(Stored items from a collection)
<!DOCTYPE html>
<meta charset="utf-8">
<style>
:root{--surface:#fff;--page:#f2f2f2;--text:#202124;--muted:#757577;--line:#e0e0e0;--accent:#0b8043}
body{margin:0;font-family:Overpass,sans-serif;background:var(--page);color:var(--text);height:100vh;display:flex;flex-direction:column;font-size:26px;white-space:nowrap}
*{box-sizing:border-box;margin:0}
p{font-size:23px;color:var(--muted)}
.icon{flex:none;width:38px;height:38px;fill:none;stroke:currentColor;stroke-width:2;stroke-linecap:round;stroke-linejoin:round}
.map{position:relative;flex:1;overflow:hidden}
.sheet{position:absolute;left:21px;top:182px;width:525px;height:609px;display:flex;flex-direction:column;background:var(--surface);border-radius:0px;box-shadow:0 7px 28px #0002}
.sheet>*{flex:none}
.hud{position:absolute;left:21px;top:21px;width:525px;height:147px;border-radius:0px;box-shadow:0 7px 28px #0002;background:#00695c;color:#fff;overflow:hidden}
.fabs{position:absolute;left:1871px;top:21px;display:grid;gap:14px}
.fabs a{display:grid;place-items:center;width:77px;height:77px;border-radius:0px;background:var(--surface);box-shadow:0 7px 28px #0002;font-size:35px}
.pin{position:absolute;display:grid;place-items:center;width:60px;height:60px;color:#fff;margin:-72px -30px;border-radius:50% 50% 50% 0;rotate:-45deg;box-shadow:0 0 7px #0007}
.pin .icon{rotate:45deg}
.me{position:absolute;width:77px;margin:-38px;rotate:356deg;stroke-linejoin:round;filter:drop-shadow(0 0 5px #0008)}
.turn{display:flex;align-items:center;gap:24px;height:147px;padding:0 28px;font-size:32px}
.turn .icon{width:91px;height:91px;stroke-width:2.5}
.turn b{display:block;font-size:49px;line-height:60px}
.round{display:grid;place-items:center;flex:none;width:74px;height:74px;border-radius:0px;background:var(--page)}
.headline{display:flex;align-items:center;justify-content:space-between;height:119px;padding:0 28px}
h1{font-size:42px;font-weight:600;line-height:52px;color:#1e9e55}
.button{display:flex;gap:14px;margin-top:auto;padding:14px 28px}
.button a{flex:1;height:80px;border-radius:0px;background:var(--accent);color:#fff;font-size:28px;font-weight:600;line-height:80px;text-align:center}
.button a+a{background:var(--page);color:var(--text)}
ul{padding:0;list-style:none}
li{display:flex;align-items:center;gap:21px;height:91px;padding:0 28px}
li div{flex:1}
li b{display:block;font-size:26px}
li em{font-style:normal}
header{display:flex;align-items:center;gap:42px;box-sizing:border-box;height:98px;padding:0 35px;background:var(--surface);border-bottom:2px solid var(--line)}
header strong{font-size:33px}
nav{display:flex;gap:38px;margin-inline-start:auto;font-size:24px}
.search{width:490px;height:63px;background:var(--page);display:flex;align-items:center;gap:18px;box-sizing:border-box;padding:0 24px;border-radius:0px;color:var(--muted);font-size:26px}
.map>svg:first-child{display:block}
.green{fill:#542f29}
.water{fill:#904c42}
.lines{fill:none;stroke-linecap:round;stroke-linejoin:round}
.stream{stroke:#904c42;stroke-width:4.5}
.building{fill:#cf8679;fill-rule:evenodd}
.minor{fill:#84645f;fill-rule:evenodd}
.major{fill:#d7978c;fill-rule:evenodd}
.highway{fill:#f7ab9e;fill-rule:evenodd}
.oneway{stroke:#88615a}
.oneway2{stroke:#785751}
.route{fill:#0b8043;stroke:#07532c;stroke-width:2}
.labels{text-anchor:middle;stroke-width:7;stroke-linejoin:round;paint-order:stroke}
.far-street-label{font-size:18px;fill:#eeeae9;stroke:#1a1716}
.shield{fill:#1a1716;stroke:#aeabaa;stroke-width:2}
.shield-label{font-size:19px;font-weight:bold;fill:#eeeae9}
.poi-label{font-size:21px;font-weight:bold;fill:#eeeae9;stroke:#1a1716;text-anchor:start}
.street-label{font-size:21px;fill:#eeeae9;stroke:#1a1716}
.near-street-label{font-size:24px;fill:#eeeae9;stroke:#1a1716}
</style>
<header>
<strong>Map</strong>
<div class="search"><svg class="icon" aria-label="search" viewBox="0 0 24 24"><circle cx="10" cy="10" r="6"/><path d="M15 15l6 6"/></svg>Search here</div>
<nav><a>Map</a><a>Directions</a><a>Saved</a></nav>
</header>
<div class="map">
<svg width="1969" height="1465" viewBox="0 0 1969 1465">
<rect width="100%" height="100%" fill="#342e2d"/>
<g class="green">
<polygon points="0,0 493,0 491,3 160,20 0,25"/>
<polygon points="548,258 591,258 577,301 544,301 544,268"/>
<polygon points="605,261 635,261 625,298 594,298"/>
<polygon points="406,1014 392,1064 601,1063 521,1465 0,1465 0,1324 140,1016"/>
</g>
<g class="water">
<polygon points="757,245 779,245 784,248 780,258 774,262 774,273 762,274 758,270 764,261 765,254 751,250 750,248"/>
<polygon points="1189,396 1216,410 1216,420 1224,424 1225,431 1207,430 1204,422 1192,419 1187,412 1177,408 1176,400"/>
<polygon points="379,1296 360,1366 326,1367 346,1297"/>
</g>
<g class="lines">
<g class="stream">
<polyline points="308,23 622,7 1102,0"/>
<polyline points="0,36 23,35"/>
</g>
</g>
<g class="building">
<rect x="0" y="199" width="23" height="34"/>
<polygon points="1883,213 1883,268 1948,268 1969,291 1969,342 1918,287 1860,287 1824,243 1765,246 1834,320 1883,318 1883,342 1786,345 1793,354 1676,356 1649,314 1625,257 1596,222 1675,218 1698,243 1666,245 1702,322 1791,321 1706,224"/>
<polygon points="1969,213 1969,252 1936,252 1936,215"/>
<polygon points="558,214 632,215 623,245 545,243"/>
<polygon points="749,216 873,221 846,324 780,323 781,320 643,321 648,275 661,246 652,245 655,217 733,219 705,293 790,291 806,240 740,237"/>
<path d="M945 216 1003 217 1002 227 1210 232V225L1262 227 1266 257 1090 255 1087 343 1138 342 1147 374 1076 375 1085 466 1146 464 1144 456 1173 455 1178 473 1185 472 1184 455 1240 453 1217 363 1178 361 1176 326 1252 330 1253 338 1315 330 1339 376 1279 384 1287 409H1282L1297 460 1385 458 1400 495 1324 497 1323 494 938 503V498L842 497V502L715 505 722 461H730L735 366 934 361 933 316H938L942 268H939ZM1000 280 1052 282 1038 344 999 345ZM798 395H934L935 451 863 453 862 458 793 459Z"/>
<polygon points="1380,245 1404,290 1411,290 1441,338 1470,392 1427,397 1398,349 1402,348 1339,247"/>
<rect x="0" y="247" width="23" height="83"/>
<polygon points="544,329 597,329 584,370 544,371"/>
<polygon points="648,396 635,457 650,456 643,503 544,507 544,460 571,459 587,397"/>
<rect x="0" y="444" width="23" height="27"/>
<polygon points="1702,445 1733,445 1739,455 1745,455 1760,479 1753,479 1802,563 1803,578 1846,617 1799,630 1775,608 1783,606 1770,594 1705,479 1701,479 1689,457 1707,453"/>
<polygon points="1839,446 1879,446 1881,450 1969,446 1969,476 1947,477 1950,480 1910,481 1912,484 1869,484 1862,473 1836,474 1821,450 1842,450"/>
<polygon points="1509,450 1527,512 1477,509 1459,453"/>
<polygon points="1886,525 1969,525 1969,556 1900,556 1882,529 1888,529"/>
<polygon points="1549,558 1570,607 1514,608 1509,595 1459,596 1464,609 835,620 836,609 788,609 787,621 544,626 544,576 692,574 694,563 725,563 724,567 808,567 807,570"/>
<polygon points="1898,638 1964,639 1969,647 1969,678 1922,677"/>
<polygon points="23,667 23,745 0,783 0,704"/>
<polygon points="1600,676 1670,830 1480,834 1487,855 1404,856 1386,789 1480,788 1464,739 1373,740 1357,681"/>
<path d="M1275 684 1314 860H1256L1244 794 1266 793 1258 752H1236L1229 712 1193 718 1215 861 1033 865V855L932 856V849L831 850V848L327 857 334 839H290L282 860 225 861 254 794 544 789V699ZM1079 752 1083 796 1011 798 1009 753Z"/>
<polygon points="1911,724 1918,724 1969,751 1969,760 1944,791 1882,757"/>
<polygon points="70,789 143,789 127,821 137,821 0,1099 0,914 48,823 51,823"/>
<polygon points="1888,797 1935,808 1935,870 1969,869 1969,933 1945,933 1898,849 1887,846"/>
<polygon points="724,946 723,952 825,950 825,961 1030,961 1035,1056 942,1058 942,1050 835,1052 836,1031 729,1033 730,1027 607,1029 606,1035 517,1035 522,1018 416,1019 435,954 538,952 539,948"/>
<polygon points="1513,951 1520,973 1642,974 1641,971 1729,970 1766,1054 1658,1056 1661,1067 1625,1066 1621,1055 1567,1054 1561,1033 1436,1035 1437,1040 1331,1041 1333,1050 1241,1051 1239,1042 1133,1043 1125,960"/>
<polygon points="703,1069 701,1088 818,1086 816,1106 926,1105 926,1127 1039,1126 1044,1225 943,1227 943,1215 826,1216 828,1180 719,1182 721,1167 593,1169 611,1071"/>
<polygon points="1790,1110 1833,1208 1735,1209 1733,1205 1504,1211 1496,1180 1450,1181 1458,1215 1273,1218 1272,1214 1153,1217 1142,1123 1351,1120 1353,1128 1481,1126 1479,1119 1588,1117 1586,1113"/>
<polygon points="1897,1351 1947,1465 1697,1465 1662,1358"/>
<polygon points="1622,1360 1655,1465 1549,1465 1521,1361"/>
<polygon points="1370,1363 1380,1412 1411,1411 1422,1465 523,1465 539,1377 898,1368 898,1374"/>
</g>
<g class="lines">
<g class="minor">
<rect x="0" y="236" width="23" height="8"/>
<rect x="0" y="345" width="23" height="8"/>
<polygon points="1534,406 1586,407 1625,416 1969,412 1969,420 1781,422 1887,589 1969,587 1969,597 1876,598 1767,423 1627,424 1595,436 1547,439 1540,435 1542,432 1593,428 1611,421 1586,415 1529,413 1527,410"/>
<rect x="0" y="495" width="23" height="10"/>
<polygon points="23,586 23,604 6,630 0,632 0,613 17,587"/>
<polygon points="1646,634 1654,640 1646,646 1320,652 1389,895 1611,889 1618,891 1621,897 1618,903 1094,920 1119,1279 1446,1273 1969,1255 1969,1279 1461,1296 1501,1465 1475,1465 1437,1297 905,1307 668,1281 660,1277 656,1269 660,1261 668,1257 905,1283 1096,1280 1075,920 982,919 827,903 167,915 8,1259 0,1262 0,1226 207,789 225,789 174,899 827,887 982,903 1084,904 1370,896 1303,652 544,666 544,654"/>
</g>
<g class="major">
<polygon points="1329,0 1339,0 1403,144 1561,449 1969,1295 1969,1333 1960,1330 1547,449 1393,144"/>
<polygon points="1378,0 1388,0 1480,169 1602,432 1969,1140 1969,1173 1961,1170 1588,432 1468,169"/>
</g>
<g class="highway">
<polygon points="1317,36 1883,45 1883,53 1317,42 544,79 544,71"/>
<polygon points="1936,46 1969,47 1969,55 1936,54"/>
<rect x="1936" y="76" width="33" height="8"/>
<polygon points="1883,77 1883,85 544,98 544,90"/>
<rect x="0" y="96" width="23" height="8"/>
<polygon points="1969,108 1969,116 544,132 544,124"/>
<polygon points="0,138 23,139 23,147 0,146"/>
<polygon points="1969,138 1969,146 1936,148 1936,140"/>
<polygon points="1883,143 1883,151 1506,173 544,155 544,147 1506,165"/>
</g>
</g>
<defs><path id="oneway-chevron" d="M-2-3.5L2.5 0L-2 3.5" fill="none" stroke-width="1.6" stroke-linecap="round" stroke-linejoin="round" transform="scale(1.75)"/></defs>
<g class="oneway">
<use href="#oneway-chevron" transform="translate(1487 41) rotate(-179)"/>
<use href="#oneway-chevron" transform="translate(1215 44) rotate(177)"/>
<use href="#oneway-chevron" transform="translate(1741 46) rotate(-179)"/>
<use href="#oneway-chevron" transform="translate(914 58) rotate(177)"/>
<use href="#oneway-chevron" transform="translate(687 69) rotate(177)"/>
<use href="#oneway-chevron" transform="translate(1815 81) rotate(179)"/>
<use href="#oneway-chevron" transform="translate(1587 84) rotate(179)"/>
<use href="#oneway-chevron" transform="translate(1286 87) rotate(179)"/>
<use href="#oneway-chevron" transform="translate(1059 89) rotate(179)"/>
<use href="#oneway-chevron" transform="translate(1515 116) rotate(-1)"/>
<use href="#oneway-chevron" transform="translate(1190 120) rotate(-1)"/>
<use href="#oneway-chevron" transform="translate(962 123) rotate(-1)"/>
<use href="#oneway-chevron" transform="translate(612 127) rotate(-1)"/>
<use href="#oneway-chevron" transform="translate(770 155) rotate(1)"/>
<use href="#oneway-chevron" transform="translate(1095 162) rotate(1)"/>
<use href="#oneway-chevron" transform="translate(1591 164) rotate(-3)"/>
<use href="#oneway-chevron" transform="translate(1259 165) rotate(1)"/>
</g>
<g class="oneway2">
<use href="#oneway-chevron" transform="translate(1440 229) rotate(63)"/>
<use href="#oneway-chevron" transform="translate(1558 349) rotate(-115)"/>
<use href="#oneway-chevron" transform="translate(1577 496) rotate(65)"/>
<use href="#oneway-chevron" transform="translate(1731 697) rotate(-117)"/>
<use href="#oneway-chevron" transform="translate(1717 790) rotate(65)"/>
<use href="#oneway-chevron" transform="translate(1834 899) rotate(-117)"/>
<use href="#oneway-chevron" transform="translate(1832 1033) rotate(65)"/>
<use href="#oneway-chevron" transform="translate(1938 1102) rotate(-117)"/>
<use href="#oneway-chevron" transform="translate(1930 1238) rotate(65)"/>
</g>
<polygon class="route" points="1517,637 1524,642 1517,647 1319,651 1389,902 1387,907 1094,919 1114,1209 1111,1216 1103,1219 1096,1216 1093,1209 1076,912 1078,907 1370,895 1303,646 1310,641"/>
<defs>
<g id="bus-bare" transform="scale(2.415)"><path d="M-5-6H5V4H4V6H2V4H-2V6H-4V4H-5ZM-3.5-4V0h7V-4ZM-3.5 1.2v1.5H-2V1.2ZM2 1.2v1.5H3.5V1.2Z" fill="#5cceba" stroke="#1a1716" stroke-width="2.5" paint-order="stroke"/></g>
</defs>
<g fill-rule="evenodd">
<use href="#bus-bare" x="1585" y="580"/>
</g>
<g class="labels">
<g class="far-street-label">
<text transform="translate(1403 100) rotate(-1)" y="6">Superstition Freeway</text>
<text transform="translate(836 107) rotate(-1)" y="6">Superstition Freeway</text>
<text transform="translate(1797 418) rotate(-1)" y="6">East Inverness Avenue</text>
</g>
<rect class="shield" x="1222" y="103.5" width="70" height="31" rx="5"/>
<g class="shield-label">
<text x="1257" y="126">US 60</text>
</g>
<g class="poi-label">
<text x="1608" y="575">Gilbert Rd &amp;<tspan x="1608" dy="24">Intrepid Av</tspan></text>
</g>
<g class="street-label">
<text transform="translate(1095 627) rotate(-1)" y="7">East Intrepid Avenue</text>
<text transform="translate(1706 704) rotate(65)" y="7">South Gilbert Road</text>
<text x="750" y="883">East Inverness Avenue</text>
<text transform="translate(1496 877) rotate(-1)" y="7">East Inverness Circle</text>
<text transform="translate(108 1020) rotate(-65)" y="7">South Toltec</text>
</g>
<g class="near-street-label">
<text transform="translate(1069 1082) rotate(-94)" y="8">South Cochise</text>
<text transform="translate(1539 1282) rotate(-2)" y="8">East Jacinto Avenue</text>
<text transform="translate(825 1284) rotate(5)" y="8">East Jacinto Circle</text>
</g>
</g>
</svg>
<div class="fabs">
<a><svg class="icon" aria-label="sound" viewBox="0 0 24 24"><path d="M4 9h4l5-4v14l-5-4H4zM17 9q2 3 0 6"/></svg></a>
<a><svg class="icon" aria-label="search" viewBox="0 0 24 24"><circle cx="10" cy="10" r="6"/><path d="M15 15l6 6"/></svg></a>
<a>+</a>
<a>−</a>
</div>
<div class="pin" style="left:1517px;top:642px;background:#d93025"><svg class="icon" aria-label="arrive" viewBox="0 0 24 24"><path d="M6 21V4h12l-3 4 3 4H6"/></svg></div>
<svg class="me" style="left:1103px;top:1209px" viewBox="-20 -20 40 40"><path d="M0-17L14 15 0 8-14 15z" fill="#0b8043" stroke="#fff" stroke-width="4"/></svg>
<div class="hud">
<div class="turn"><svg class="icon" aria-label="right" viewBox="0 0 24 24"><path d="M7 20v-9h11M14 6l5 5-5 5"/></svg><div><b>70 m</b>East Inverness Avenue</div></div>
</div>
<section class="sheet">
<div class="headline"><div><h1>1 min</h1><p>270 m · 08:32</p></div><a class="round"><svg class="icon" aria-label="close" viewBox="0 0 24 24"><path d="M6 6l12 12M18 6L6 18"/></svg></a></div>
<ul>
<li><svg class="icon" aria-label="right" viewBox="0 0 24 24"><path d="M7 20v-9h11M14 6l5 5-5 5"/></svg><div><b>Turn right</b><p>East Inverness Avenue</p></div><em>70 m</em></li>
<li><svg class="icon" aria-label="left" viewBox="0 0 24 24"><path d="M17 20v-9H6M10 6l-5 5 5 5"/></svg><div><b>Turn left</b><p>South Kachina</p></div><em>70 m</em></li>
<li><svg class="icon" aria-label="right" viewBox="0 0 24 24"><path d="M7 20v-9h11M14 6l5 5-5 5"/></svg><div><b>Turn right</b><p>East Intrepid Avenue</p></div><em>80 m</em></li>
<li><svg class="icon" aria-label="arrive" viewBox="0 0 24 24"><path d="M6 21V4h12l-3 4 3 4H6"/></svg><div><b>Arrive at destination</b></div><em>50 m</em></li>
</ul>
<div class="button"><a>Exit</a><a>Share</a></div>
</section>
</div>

Prompt: Go through the records and pull out each line that includes the word "rule".

Answer section:
.building{fill:#cf8679;fill-rule:evenodd}
.minor{fill:#84645f;fill-rule:evenodd}
.major{fill:#d7978c;fill-rule:evenodd}
.highway{fill:#f7ab9e;fill-rule:evenodd}
<g fill-rule="evenodd">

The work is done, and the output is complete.